» How to complete this task:
The result should be every line of the listing that holds the word "direction".

» Data to use:

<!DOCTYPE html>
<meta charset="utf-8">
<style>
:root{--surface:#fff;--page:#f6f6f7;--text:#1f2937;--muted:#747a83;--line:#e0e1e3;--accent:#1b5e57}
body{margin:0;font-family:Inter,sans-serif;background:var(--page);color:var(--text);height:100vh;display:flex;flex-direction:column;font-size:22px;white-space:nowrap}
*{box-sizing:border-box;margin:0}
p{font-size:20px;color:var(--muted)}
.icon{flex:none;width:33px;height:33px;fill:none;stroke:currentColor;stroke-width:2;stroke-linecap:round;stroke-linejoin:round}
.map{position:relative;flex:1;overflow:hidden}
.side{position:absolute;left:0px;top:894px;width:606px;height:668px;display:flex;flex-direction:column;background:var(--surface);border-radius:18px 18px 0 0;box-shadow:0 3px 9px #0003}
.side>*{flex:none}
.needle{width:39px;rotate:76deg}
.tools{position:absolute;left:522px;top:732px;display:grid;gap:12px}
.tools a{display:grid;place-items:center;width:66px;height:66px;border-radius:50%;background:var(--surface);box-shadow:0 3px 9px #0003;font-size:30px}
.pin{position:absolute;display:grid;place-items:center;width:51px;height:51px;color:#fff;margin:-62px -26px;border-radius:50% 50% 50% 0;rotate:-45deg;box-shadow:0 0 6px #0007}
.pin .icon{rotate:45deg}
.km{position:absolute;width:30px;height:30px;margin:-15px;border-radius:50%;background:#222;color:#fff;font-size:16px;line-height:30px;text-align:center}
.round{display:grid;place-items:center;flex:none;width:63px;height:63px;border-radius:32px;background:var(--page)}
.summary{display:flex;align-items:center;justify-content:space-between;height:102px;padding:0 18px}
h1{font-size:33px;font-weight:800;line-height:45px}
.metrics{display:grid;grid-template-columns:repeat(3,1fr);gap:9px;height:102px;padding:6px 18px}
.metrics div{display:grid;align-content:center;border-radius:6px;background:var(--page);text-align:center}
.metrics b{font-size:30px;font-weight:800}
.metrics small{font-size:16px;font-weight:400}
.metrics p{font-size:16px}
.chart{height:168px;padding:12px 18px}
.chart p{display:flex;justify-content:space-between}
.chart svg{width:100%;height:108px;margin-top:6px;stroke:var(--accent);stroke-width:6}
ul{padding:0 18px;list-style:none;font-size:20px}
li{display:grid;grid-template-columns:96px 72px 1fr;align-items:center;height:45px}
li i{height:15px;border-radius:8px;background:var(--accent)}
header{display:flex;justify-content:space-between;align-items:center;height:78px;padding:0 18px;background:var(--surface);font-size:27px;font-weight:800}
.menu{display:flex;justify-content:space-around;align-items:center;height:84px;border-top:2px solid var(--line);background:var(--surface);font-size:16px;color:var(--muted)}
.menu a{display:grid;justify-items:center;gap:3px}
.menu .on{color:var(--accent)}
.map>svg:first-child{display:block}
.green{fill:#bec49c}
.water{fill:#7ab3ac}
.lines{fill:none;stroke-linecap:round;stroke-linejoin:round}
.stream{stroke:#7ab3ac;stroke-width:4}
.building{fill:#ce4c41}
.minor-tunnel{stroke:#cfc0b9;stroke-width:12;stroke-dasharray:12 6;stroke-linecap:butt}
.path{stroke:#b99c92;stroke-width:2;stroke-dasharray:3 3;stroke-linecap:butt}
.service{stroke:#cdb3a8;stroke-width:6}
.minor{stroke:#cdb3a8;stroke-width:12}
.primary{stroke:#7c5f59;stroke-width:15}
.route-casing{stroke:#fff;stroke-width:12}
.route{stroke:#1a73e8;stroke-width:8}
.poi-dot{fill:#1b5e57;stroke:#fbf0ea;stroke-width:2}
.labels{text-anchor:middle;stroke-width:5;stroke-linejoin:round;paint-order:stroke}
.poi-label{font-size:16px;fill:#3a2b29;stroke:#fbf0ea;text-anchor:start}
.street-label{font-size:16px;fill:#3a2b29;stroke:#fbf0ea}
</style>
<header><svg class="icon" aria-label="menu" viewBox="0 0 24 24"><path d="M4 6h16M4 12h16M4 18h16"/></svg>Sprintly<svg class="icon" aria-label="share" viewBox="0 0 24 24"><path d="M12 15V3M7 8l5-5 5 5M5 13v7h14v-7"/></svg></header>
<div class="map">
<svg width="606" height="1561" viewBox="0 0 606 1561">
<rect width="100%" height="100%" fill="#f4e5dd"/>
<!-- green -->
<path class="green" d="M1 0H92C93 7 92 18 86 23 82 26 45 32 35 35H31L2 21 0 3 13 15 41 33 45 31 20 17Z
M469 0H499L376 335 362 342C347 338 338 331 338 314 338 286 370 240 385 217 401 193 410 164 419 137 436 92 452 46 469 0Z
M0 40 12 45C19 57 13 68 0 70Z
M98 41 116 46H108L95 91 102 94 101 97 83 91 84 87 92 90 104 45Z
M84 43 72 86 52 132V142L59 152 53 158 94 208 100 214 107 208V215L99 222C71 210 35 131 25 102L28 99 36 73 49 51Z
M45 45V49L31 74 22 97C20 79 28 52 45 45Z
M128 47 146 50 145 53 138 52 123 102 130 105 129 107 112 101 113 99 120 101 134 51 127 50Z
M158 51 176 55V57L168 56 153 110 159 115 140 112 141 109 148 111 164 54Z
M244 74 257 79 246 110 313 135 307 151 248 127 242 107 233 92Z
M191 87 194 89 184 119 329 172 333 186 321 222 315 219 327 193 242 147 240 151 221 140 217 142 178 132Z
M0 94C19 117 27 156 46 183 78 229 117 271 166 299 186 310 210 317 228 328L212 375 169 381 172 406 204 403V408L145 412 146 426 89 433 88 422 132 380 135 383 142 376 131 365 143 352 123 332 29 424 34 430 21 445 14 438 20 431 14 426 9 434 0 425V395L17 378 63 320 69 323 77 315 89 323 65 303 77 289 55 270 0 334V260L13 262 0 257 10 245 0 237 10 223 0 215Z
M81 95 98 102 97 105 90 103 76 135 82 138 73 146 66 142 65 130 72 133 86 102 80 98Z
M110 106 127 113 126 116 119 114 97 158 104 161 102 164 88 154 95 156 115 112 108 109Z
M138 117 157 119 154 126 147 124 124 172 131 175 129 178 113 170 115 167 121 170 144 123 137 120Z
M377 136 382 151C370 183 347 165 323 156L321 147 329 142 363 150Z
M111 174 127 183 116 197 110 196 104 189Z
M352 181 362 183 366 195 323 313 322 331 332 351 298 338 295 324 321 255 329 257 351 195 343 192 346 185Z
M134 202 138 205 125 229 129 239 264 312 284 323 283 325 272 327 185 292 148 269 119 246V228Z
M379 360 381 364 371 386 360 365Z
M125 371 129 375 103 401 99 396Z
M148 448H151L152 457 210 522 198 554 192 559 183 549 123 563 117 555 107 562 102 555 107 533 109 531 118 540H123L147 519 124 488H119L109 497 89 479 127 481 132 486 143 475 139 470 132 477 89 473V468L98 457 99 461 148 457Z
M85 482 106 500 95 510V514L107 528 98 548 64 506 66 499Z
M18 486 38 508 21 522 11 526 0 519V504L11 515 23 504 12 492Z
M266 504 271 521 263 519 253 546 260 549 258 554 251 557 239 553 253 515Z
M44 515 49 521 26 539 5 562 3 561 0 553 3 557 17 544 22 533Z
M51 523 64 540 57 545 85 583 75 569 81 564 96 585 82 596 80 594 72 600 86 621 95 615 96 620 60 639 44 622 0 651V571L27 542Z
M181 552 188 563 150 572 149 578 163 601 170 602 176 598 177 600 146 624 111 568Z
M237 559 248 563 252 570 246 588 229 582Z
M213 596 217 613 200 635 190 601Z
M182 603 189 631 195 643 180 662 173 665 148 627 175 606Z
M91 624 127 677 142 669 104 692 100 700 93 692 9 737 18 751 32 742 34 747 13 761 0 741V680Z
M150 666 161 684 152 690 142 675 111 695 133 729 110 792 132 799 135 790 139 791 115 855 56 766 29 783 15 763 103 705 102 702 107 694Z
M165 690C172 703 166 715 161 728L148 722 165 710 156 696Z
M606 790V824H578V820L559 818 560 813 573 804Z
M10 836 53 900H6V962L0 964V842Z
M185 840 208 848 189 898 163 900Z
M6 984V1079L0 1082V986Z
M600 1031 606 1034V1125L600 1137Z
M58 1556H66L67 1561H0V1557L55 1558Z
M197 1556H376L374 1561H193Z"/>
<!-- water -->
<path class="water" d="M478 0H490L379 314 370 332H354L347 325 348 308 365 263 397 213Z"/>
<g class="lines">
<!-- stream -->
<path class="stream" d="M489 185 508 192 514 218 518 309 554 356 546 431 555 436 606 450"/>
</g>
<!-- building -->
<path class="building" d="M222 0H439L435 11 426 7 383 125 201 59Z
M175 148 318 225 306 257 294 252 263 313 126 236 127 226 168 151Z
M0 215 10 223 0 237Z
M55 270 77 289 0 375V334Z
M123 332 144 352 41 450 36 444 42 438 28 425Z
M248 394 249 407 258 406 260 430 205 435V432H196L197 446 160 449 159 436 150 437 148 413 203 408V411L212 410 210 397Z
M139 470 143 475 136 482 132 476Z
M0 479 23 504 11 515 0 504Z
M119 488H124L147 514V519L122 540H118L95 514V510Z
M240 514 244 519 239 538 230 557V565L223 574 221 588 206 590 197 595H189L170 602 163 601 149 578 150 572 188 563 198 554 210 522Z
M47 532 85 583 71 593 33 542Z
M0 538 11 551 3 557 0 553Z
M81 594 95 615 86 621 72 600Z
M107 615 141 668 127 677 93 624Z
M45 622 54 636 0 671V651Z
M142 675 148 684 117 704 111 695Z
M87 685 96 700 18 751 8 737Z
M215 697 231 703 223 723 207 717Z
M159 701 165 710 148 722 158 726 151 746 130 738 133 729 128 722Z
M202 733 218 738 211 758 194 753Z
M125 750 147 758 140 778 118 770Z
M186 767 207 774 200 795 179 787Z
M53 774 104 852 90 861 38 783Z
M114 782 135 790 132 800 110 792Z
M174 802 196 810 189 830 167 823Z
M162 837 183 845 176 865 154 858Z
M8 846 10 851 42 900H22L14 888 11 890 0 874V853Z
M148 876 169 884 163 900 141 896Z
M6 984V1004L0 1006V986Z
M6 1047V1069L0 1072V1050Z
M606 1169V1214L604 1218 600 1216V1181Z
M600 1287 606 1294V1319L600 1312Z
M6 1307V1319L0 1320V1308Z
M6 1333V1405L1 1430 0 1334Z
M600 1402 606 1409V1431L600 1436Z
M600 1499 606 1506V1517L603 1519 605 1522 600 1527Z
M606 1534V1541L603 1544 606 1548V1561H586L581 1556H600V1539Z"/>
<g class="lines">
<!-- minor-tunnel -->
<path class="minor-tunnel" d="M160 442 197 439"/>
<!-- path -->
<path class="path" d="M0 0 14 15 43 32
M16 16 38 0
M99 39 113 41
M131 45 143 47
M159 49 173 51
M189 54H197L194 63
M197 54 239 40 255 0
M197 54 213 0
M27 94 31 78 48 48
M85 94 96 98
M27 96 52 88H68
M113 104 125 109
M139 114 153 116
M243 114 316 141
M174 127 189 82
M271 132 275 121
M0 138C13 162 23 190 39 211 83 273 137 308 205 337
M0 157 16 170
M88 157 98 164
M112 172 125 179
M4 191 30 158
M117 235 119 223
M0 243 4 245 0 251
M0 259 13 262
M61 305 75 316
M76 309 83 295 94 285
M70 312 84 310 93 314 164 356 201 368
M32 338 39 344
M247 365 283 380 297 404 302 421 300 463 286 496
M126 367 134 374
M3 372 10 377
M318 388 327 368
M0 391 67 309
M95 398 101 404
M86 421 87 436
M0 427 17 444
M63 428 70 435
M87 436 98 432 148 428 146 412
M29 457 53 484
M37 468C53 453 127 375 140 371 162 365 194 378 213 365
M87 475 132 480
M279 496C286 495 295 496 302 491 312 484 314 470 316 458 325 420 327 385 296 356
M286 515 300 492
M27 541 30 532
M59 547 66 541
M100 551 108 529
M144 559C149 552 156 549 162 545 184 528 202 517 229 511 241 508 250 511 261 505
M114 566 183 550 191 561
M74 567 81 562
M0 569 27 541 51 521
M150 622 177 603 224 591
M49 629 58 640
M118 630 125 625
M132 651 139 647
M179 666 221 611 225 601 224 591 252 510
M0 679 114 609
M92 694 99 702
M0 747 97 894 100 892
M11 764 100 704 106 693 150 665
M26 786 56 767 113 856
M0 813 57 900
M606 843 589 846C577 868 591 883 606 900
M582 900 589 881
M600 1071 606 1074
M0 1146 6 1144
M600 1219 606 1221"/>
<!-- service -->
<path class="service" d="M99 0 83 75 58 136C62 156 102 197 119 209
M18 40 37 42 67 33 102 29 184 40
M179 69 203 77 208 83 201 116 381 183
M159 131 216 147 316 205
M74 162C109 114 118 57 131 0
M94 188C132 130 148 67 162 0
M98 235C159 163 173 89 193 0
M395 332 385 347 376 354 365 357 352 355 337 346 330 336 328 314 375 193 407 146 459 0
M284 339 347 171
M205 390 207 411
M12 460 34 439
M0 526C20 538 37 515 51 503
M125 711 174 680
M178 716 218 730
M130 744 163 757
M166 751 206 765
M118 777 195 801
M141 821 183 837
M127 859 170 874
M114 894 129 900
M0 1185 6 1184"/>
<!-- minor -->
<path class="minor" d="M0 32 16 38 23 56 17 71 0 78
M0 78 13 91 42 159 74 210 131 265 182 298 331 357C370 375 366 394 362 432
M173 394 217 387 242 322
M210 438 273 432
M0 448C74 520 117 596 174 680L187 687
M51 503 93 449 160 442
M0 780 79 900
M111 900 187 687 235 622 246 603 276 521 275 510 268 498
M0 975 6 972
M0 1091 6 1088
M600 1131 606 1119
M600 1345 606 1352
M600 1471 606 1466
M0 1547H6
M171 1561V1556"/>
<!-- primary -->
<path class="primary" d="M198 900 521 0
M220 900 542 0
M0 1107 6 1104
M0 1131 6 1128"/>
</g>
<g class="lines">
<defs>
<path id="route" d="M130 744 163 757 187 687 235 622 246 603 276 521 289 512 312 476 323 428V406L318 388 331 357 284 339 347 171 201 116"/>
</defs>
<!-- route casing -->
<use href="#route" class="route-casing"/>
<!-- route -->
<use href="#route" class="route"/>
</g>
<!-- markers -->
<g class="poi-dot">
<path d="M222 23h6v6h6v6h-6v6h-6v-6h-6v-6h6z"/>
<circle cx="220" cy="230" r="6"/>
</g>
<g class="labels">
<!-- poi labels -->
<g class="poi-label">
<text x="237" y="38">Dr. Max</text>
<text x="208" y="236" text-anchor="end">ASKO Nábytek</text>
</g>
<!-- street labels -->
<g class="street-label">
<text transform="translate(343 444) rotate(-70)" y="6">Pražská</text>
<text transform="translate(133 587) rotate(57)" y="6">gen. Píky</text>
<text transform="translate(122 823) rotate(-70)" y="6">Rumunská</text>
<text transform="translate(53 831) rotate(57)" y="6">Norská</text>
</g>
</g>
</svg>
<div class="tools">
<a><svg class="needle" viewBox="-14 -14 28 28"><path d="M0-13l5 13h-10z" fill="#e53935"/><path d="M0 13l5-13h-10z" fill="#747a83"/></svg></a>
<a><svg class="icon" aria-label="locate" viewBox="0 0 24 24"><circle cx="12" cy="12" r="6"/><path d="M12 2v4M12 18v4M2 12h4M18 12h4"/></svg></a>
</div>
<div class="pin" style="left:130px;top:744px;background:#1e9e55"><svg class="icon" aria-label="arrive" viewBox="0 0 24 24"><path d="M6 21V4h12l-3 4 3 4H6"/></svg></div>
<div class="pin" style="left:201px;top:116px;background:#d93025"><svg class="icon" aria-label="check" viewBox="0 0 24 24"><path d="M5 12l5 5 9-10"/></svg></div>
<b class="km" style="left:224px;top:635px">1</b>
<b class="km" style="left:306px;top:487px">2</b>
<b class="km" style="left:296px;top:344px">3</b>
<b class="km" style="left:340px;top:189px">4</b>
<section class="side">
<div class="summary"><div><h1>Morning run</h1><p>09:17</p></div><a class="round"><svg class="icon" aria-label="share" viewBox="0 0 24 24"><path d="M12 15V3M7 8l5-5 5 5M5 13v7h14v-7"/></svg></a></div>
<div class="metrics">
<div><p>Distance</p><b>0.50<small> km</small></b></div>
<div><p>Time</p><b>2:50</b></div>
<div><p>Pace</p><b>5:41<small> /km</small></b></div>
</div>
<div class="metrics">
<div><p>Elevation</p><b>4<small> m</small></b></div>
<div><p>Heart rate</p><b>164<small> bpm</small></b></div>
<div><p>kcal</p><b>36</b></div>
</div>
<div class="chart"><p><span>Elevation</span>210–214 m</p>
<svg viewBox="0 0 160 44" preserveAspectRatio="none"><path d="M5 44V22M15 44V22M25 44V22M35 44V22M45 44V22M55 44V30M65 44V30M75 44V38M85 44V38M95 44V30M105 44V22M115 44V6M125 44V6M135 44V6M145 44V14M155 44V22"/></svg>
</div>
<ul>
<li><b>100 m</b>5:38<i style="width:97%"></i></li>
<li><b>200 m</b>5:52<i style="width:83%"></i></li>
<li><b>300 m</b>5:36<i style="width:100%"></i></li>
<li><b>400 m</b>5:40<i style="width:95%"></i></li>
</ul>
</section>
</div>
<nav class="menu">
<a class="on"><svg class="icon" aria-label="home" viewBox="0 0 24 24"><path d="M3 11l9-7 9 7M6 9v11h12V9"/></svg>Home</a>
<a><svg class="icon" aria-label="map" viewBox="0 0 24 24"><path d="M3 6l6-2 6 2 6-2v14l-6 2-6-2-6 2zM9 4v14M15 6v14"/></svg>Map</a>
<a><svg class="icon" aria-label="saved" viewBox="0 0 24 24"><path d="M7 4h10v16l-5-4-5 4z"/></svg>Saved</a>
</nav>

» Answer space:
body{margin:0;font-family:Inter,sans-serif;background:var(--page);color:var(--text);height:100vh;display:flex;flex-direction:column;font-size:22px;white-space:nowrap}
.side{position:absolute;left:0px;top:894px;width:606px;height:668px;display:flex;flex-direction:column;background:var(--surface);border-radius:18px 18px 0 0;box-shadow:0 3px 9px #0003}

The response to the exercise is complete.